年齢制限のない、開かれたコンクールということで、今年もベテランのプロの方から、十代の方たちまで、多くの方にご参加いただきました。
5分という短い時間ではありますが、それぞれのフラメンコを垣間見ることができました。
緊張して実力が出せなかったという方も、火事場の馬鹿力?的にいつも以上に頑張れた、楽しめた、という方もいることでしょう。

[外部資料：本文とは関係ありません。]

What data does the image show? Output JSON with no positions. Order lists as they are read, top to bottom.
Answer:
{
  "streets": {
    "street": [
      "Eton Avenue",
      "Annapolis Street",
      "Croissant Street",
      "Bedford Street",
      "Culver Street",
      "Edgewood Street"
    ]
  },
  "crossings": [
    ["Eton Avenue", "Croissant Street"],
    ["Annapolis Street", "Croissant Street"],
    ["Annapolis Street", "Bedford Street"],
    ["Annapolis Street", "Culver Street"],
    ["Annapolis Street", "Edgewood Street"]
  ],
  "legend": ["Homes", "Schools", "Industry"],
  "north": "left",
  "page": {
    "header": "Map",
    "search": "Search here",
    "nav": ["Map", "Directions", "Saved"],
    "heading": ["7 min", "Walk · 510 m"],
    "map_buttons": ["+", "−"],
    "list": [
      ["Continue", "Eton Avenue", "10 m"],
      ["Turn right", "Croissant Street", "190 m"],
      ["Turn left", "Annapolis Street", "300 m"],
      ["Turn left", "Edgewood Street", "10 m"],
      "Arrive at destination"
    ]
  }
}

東京20人の参加者から9人、大阪13人の参加者から6人と、約半数の方が決勝に進まれました。決勝進出者の皆さん、おめでとうございます。惜しくも進出を逃した皆さん、残念でした。今週末には仙台でも予選が行われますが、1週間、お待たせするのはあんまりでは、ということで、東京大阪、2会場での発表を先にすることにしました。そこからもおそらく決勝進出者が出てくることでしょう。仙台での参加予定者は7人ということですので、0〜7人ということになりますね。

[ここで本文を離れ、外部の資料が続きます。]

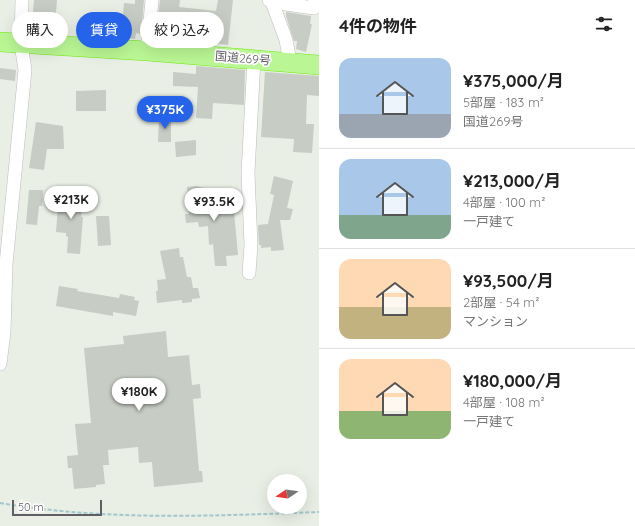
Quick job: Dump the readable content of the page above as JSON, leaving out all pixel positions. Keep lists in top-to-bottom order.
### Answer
{
  "streets": {
    "highway": ["国道269号"]
  },
  "scale_bar": "50 m",
  "north": "left",
  "page": {
    "heading": "4件の物件",
    "chip": ["購入", "賃貸", "絞り込み"],
    "list": [
      {
        "name": "¥375,000/月",
        "note": "5部屋 · 183 m² · 国道269号"
      },
      {
        "name": "¥213,000/月",
        "note": "4部屋 · 100 m² · 一戸建て"
      },
      {
        "name": "¥93,500/月",
        "note": "2部屋 · 54 m² · マンション"
      },
      {
        "name": "¥180,000/月",
        "note": "4部屋 · 108 m² · 一戸建て"
      }
    ],
    "price": [
      "¥375K",
      "¥213K",
      "¥93.5K",
      "¥180K"
    ],
    "scale": "50 m"
  }
}
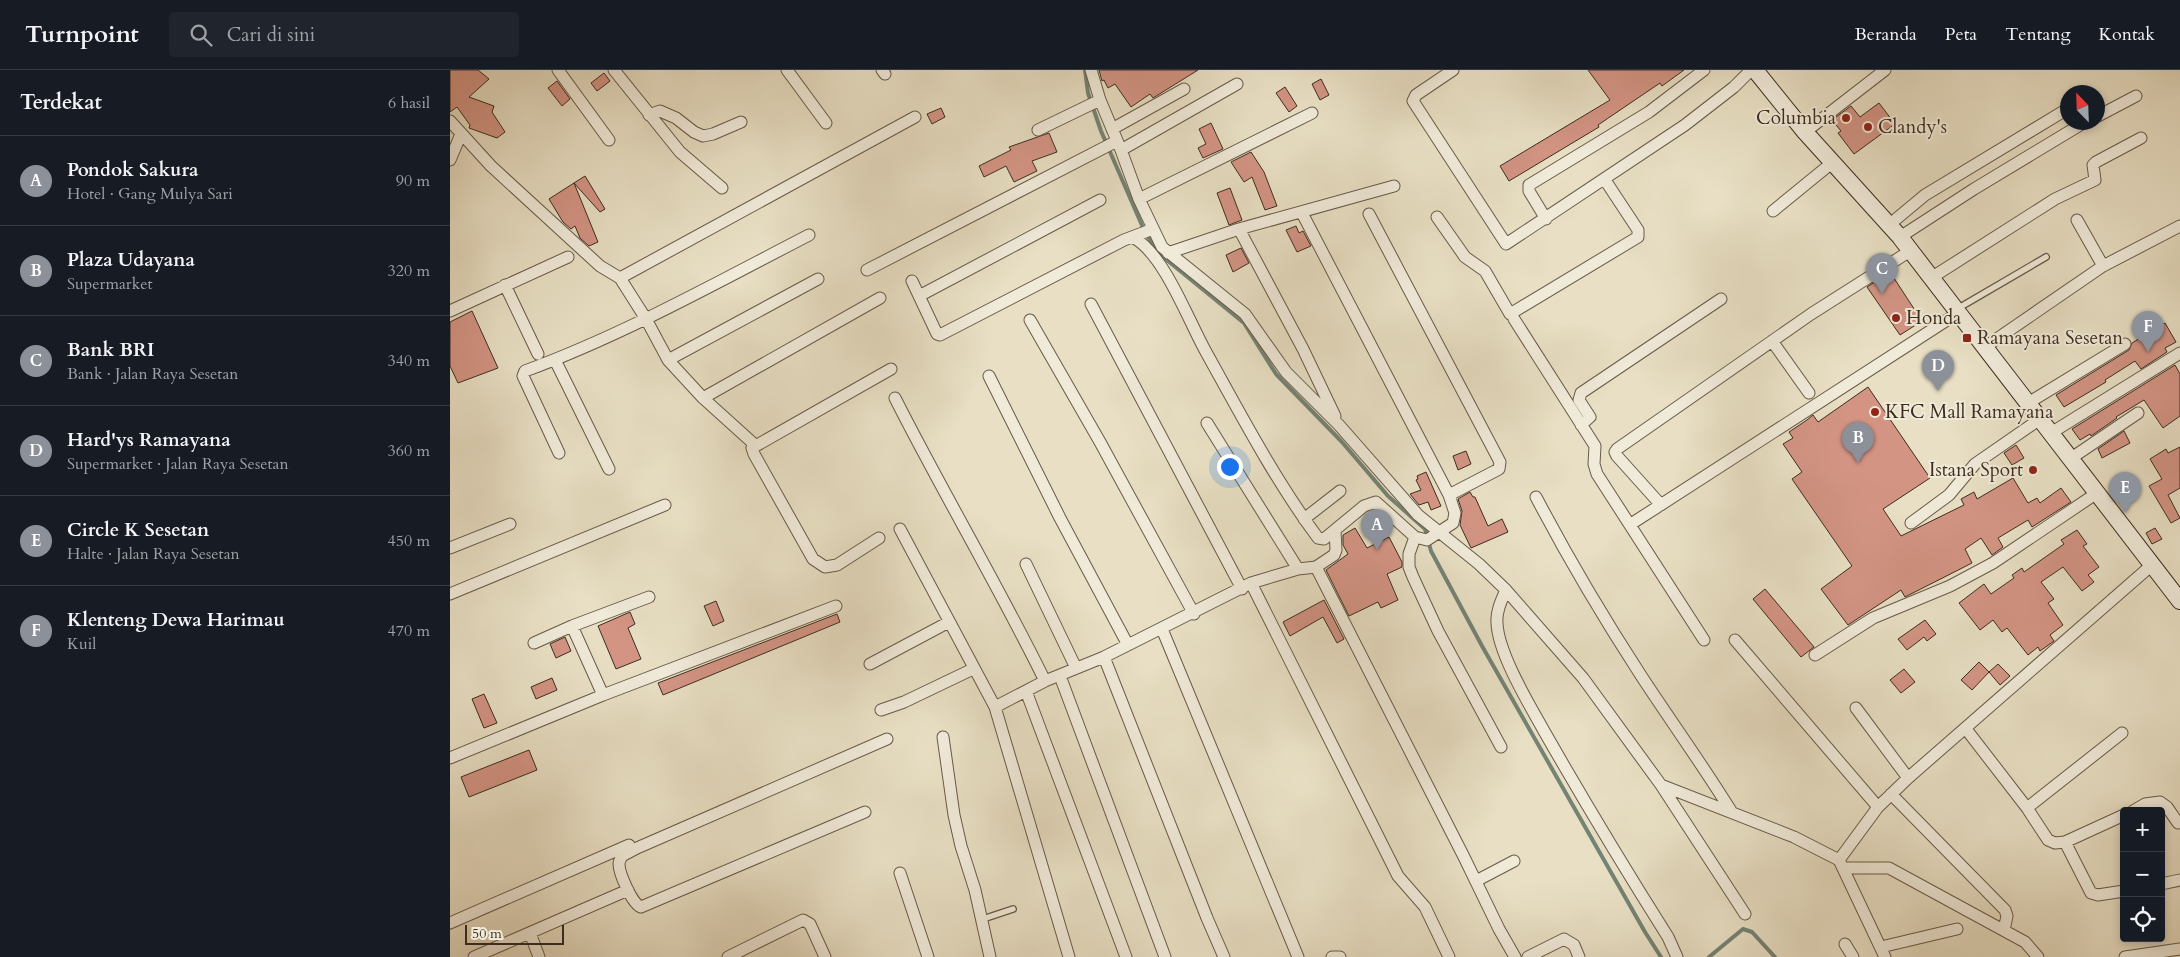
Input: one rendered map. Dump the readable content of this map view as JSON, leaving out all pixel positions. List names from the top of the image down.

前回もコンクールの時に書きましたが、コンクールでは、その時、その瞬間、その場でのパフォーマンスを、その時審査員を務めた人たちがどう見たか、ということであって、これが参加者に対する絶対的な評価ではありません。コンクール当日、体調を崩し最低最悪なコンディションだった方もいるかもしれませんし、本当に私が得意な曲を踊ることができなかった、という人もいるでしょう。また5分という時間制限に合わせるためいつも踊っている曲をカットしているので不自然になってしまった、という人もいるかもしれません。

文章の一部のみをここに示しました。